Reseña del libro "El bebé de la muerte y otros poemas"
Hablar de Anne Sexton es antes que nada, leer sus poemas. Sexton no siempre logra la agudeza, la ironía y la belleza horrorífica que manifiesta en esta selección. La poeta oscila peligrosamente –grito de por medio– sobre el borde de un acantilado, y la escritura parece ser el artilugio para no caer en esa dimensión, que por desconocida, constituye el nidaje del caos aterrador. Para ella la poesía fue un modo de enfrentarse al mundo, una forma de permanecer en él, sin sucumbir al dolor.
Catalogada por la crítica como poeta confesional, participó en 1959 del taller de Robert Lowell, junto a Sylvia Plath con la cual estableció una amistad y una vital competencia soterrada. Sexton hace uso de su entorno inmediato y su biografía personal a modo de silabario. Es decir, estas experiencias se convierten en el abc del que ella hará uso para penetrar lo insondable y para denunciar lo que en el mundo le parece odioso. Lo subjetivo y lo objetivo construyen un entramado indivisible. En su poesía hay un movimiento constante hacia los detalles más íntimos, como si de ese modo, pudiese ella encontrar un refugio al tormento y la angustia que la habitan. Tremendamente aguda, hizo uso de la ironía para decir y decirse. Sin caer nunca en el patetismo, cantó las más horribles tragedias en un tono casi coloquial, cotidiano, y aquello actúa sobre el papel como un espejo ineludible.

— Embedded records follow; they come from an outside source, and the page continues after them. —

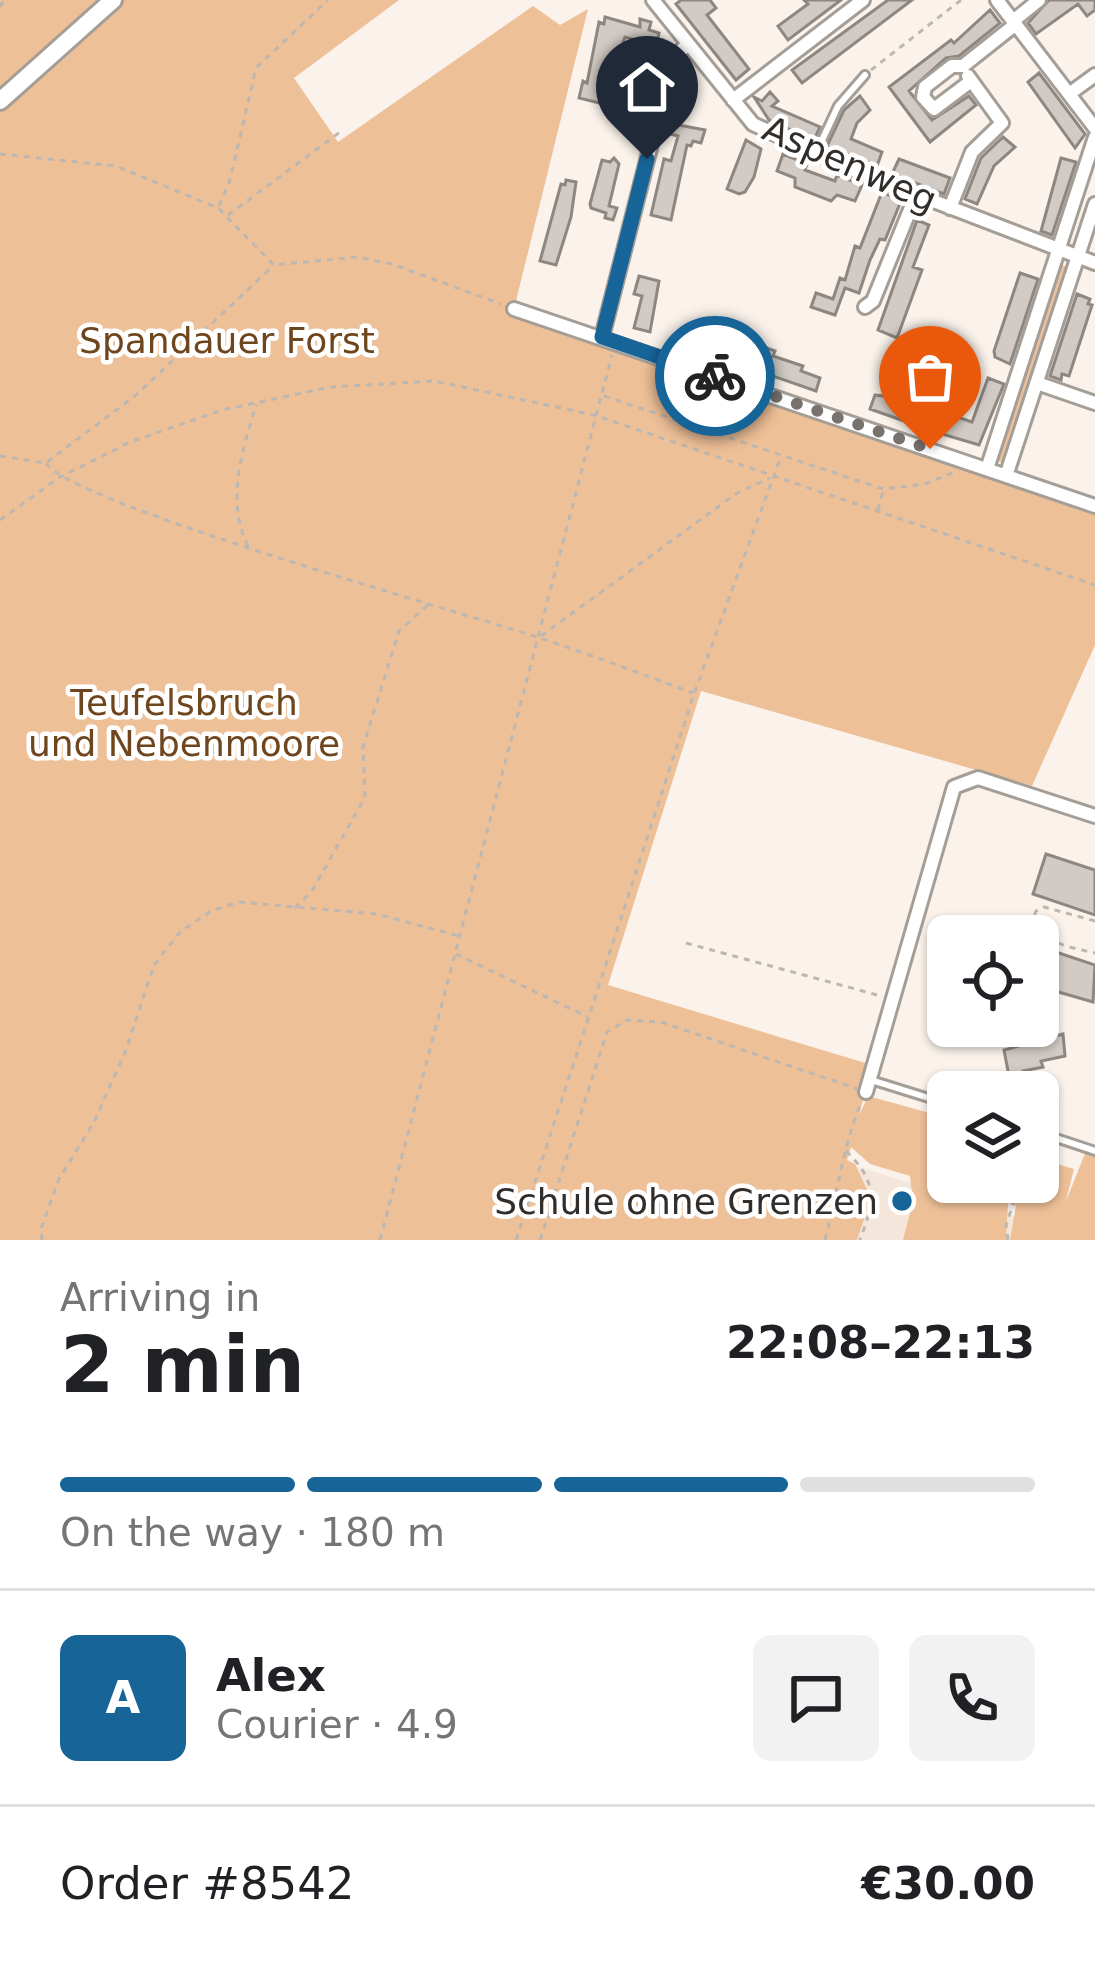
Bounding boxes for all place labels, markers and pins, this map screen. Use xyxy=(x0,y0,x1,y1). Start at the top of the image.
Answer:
pin xyxy=(596,36,698,159)
pin xyxy=(879,326,981,449)
place label: Schule ohne Grenzen xyxy=(494,1181,878,1222)
marker: Schule ohne Grenzen xyxy=(889,1188,915,1214)

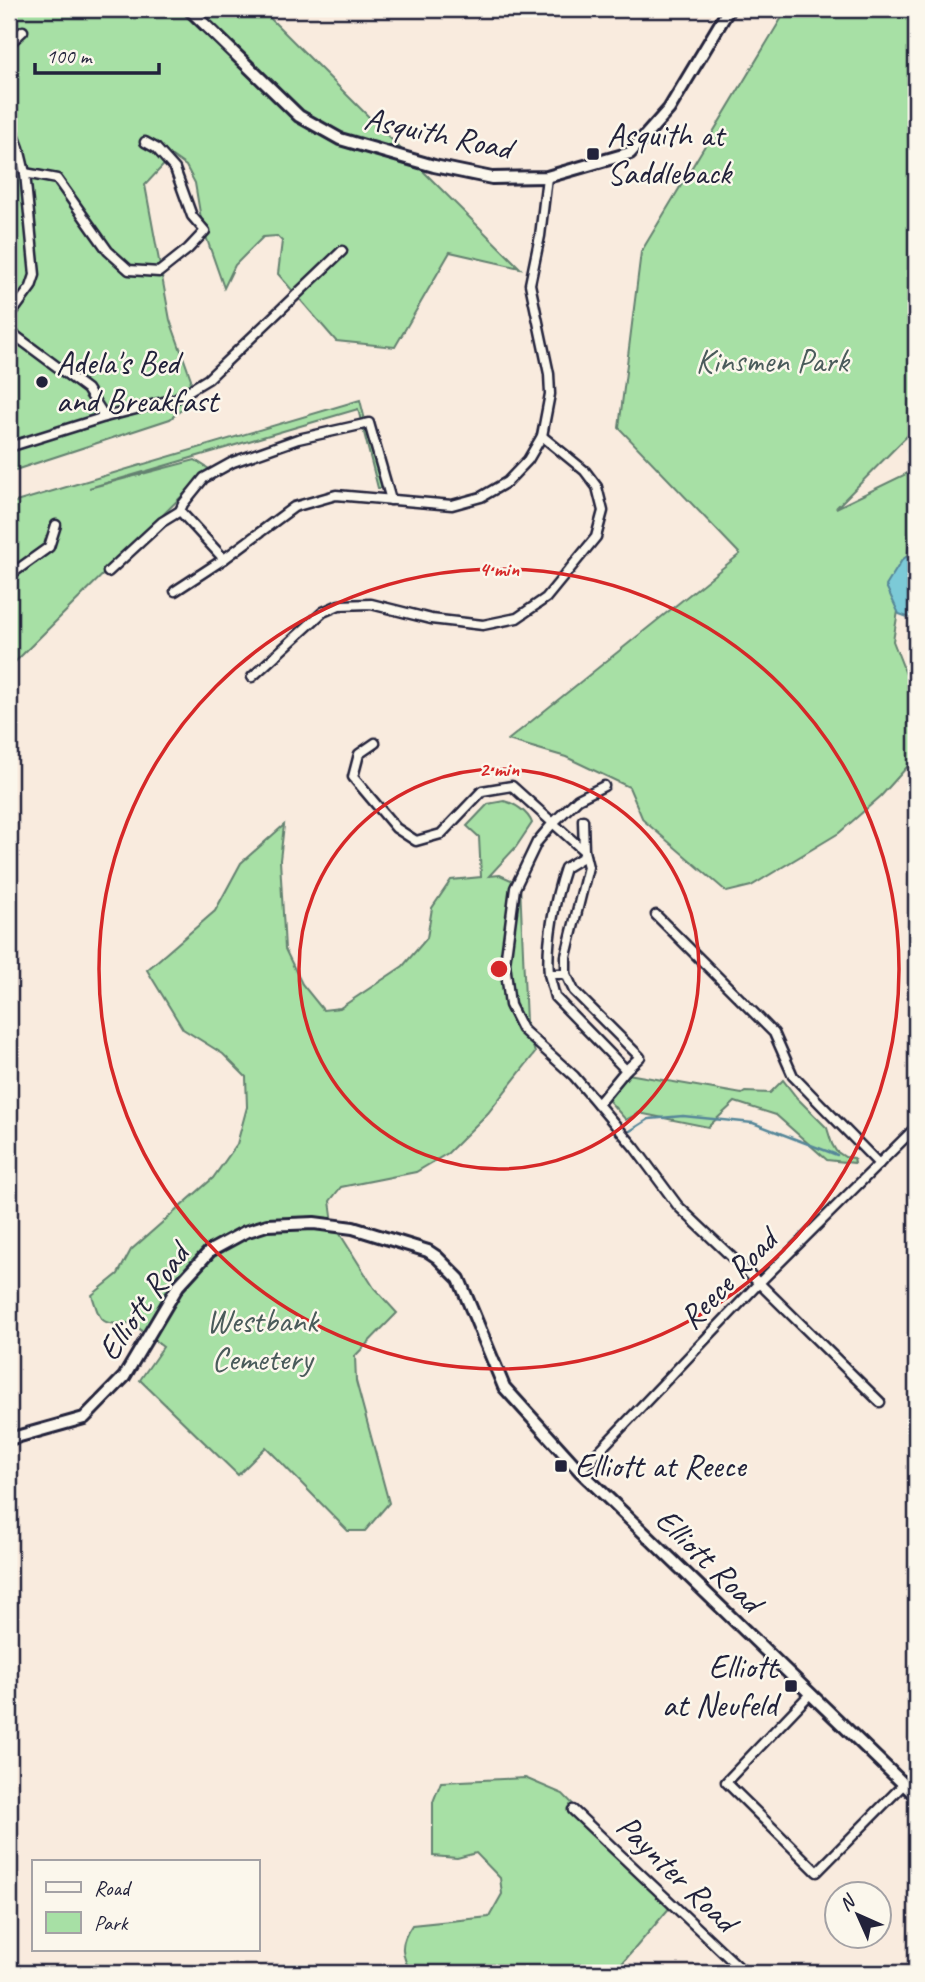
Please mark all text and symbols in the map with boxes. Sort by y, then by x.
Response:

Nacida en 1928, Anne Sexton se quita la vida a los cuarenta y cuatro años el 4 de octubre de 1974. Provista de una copa de whiskey, el abrigo de pieles de su madre sobre los hombros y sentada en el auto con el motor encendido, se entrega al monóxido de carbono. No cursó estudios universitarios regulares y trabajó de modelo ocasionalmente. Sin embargo tuvo, lo que la crítica denomina, una carrera de éxito: con distinciones varias en universidades y sociedades de escritores; le otorgaron becas y premios, incluidos el American Academy of Arts and Letters Award en 1963, el Premio Pulitzer en 1967 y el Shelley; coordinó varios talleres de creación poética y participó de innumerables congresos; recorrió su país dando lecturas y fue nombrada Profesora de Mérito en la Universidad de Boston en 1964. Todos estos logros personales no importaron. Continuó sintiéndose insegura y cuestionando su quehacer. La brecha abierta entre el éxito aparente y el desgarro de la poeta, es la de un abismo. De hecho, el deseo de acabar con su vida fue una constante que se acentuaba y latía con más intensidad en las cercanías de su fecha de nacimiento. La muerte fue siempre para Sexton una presencia corpórea, con la que coqueteó amorosa e infernalmente a la vez. Mas, donde logra con maestría tornar la anécdota personal, detallada hasta lo indecible, en comentario mordaz y desgarrado, es sobre el negativo blanco de la página. La lectura del mundo, entonces, es también una lectura del espacio íntimo. Una intimidad donde la figura del padre es predominante. Amor y odio ante el ser que la marcó para siempre y la dejó buscando la aprobación masculina; donde la figura de la madre es vivida con amargura y sangramiento; donde la religión que abandonó no dejó de penarle; donde el papel de la mujer entró a leerse como el sitio de las culpas y como el espacio desde donde decirse; donde la maternidad se conflictuó; donde lo doméstico es a la vez lo conocido y lo desconocido; donde la amenaza podía esconderse en el jugo sangriento de alguna mora silvestre. Consciente de todo esto, hizo uso de la ironía y el sarcasmo, creando así una voz particular y una tensión que potencia el lenguaje hasta el disloque mismo de sus textos.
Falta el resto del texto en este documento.